Type the entries out again exactly as they read, but leave every picture behind.

*** Opening of Available data ***

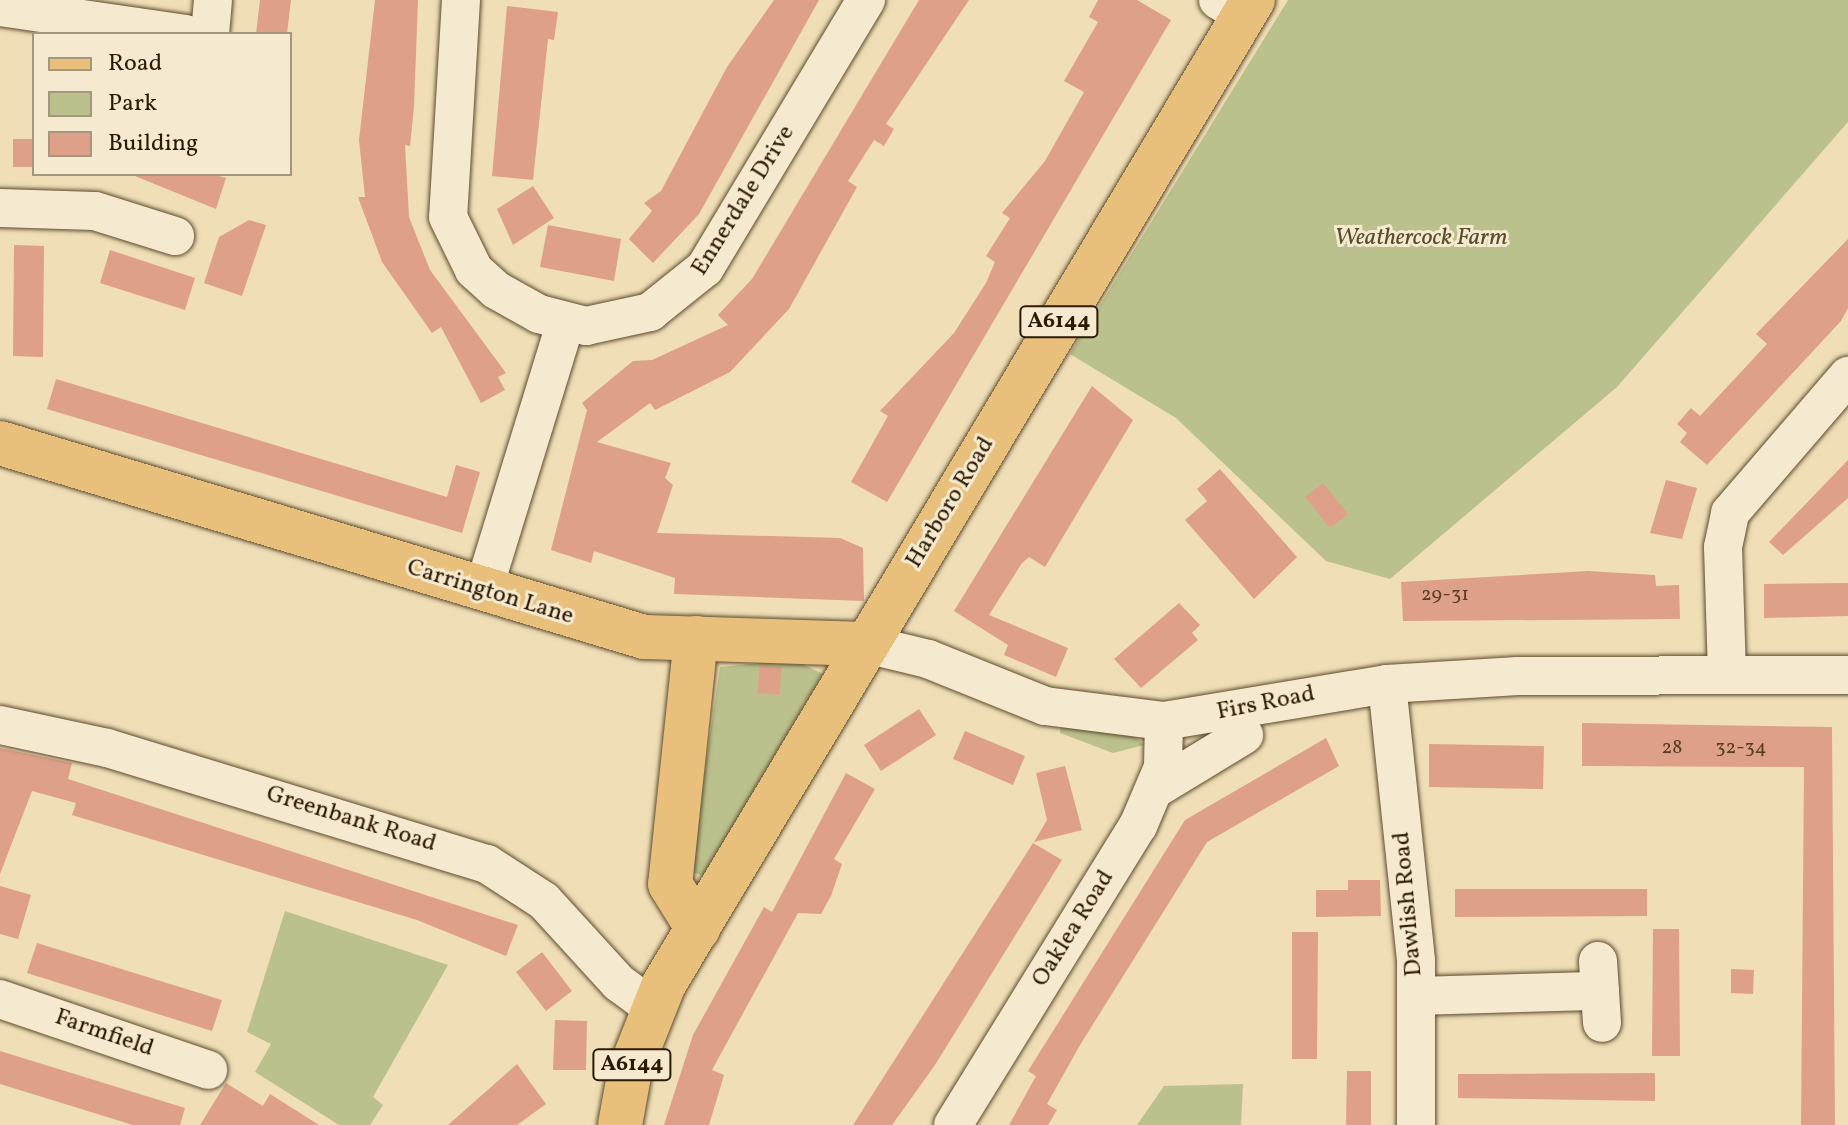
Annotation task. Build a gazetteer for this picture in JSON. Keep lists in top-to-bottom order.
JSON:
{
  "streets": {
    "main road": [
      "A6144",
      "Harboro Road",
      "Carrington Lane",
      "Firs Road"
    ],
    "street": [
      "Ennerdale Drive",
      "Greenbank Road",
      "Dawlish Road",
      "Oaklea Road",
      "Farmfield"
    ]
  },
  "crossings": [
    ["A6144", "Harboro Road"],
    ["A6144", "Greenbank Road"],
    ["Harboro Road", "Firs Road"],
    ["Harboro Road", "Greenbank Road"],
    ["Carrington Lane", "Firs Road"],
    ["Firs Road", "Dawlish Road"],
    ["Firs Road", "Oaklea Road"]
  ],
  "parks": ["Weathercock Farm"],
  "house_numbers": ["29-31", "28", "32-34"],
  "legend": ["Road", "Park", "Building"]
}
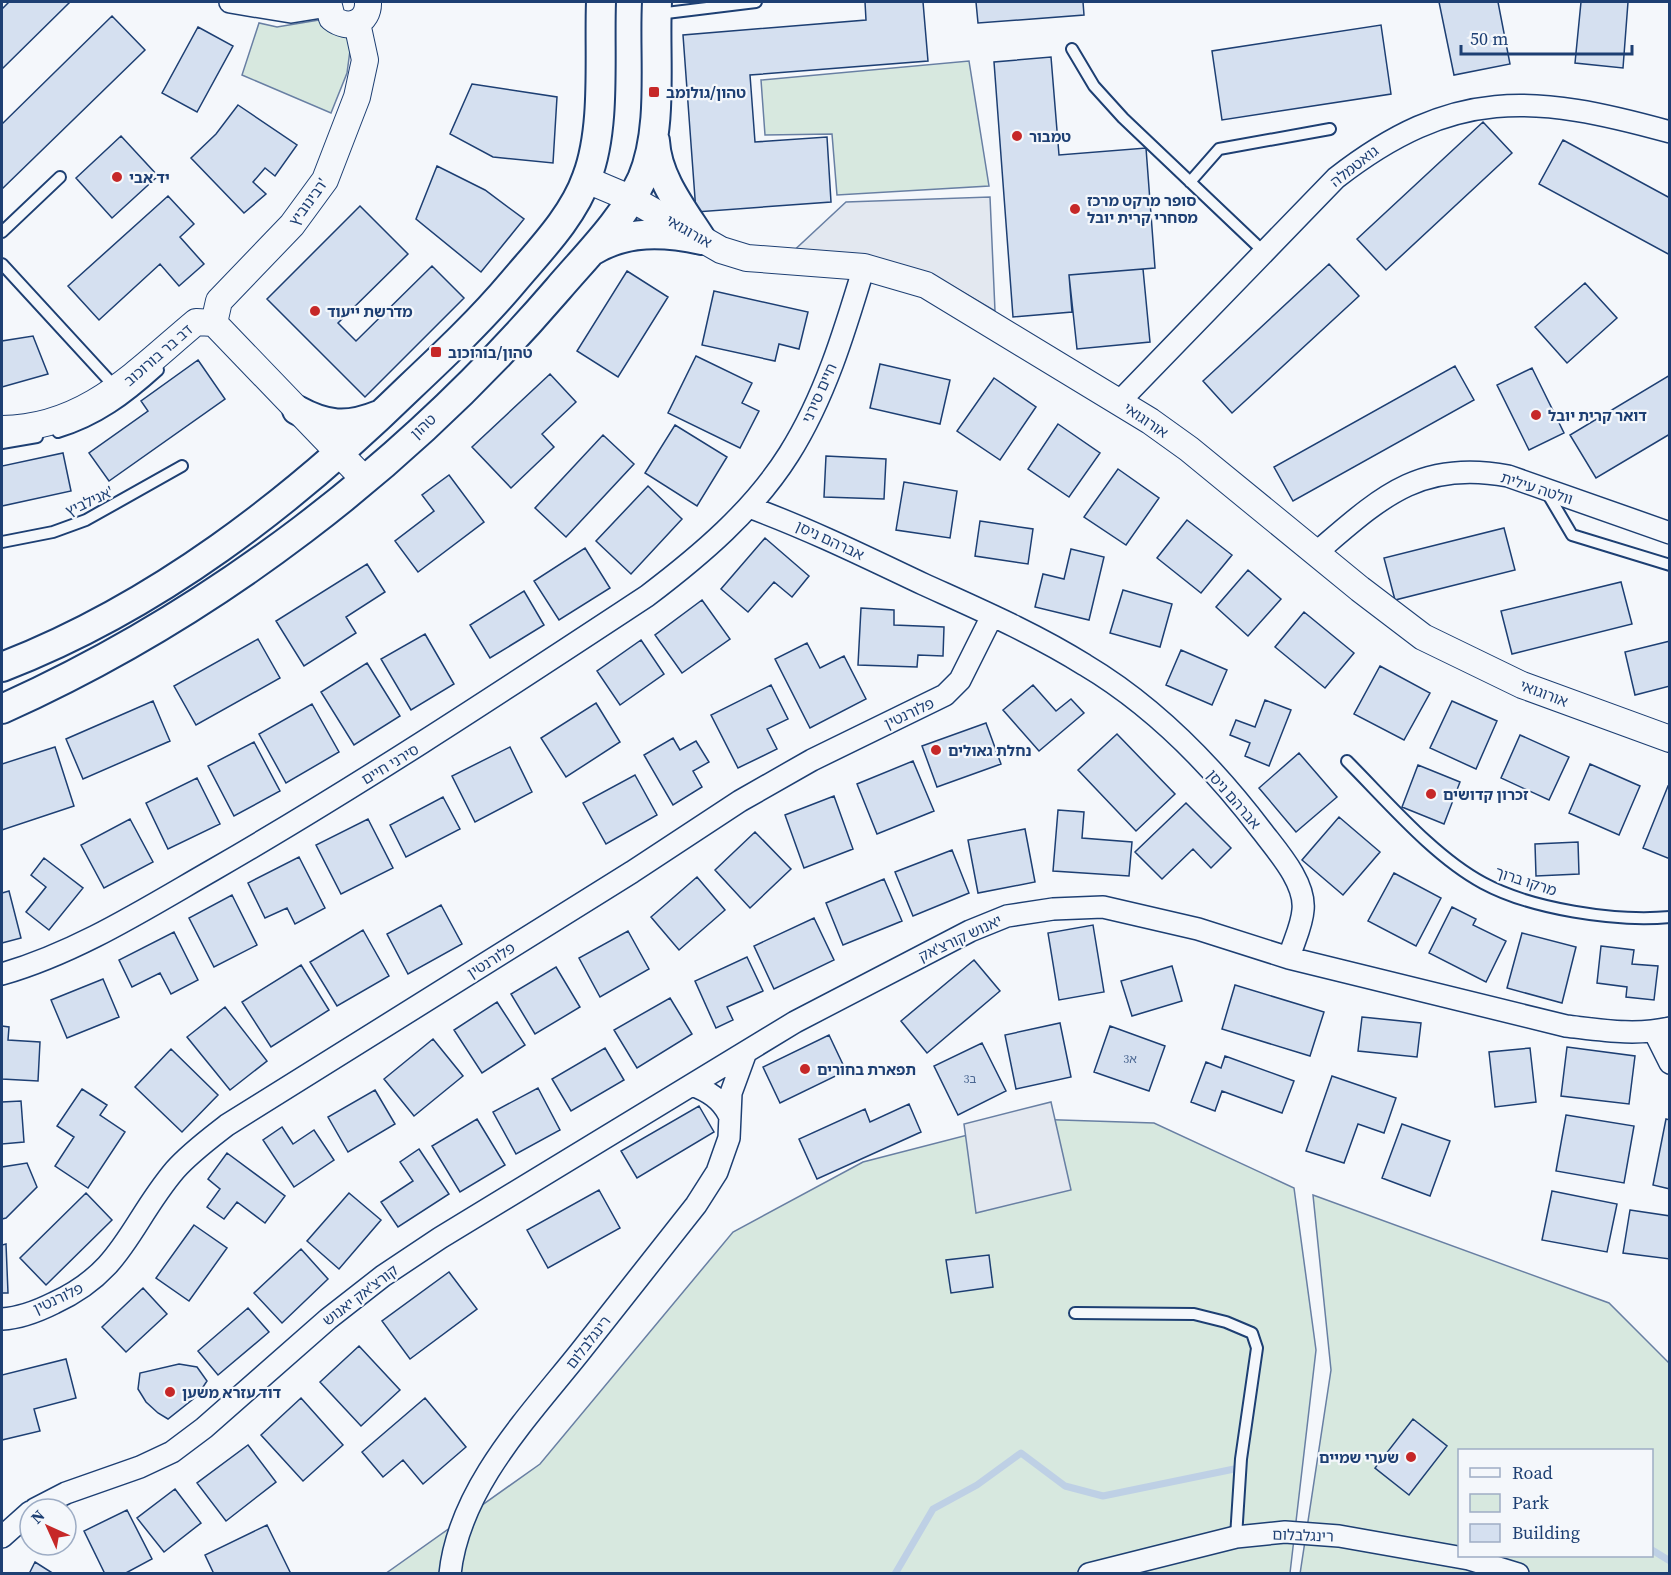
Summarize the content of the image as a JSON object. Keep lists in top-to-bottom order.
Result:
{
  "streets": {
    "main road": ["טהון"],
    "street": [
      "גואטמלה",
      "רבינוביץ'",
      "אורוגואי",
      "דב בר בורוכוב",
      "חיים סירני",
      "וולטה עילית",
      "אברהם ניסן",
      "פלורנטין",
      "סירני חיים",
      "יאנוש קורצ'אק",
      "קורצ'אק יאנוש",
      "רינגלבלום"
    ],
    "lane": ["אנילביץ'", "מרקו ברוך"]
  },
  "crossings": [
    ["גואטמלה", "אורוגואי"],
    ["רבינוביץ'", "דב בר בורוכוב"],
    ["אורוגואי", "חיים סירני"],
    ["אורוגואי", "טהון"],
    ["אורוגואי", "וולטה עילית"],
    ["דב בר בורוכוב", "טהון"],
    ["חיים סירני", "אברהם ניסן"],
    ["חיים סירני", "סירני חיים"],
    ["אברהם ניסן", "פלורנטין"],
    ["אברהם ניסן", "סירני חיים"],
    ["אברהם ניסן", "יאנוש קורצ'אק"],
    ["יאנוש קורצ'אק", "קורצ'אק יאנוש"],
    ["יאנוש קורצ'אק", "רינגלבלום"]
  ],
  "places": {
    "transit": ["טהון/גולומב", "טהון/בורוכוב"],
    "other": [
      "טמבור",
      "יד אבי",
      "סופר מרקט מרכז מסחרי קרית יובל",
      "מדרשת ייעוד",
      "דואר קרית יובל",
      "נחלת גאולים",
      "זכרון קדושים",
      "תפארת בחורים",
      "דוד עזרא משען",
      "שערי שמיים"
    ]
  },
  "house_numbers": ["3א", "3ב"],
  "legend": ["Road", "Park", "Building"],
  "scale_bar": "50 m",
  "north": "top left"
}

*** Close of Available data ***

Result:
Annotation task. Build a gazetteer for this picture in JSON. Keep lists in top-to-bottom order.
JSON:
{
  "streets": {
    "main road": [
      "A6144",
      "Harboro Road",
      "Carrington Lane",
      "Firs Road"
    ],
    "street": [
      "Ennerdale Drive",
      "Greenbank Road",
      "Dawlish Road",
      "Oaklea Road",
      "Farmfield"
    ]
  },
  "crossings": [
    ["A6144", "Harboro Road"],
    ["A6144", "Greenbank Road"],
    ["Harboro Road", "Firs Road"],
    ["Harboro Road", "Greenbank Road"],
    ["Carrington Lane", "Firs Road"],
    ["Firs Road", "Dawlish Road"],
    ["Firs Road", "Oaklea Road"]
  ],
  "parks": ["Weathercock Farm"],
  "house_numbers": ["29-31", "28", "32-34"],
  "legend": ["Road", "Park", "Building"]
}
Summarize the content of the image as a JSON object. Keep lists in top-to-bottom order.
Result:
{
  "streets": {
    "main road": ["טהון"],
    "street": [
      "גואטמלה",
      "רבינוביץ'",
      "אורוגואי",
      "דב בר בורוכוב",
      "חיים סירני",
      "וולטה עילית",
      "אברהם ניסן",
      "פלורנטין",
      "סירני חיים",
      "יאנוש קורצ'אק",
      "קורצ'אק יאנוש",
      "רינגלבלום"
    ],
    "lane": ["אנילביץ'", "מרקו ברוך"]
  },
  "crossings": [
    ["גואטמלה", "אורוגואי"],
    ["רבינוביץ'", "דב בר בורוכוב"],
    ["אורוגואי", "חיים סירני"],
    ["אורוגואי", "טהון"],
    ["אורוגואי", "וולטה עילית"],
    ["דב בר בורוכוב", "טהון"],
    ["חיים סירני", "אברהם ניסן"],
    ["חיים סירני", "סירני חיים"],
    ["אברהם ניסן", "פלורנטין"],
    ["אברהם ניסן", "סירני חיים"],
    ["אברהם ניסן", "יאנוש קורצ'אק"],
    ["יאנוש קורצ'אק", "קורצ'אק יאנוש"],
    ["יאנוש קורצ'אק", "רינגלבלום"]
  ],
  "places": {
    "transit": ["טהון/גולומב", "טהון/בורוכוב"],
    "other": [
      "טמבור",
      "יד אבי",
      "סופר מרקט מרכז מסחרי קרית יובל",
      "מדרשת ייעוד",
      "דואר קרית יובל",
      "נחלת גאולים",
      "זכרון קדושים",
      "תפארת בחורים",
      "דוד עזרא משען",
      "שערי שמיים"
    ]
  },
  "house_numbers": ["3א", "3ב"],
  "legend": ["Road", "Park", "Building"],
  "scale_bar": "50 m",
  "north": "top left"
}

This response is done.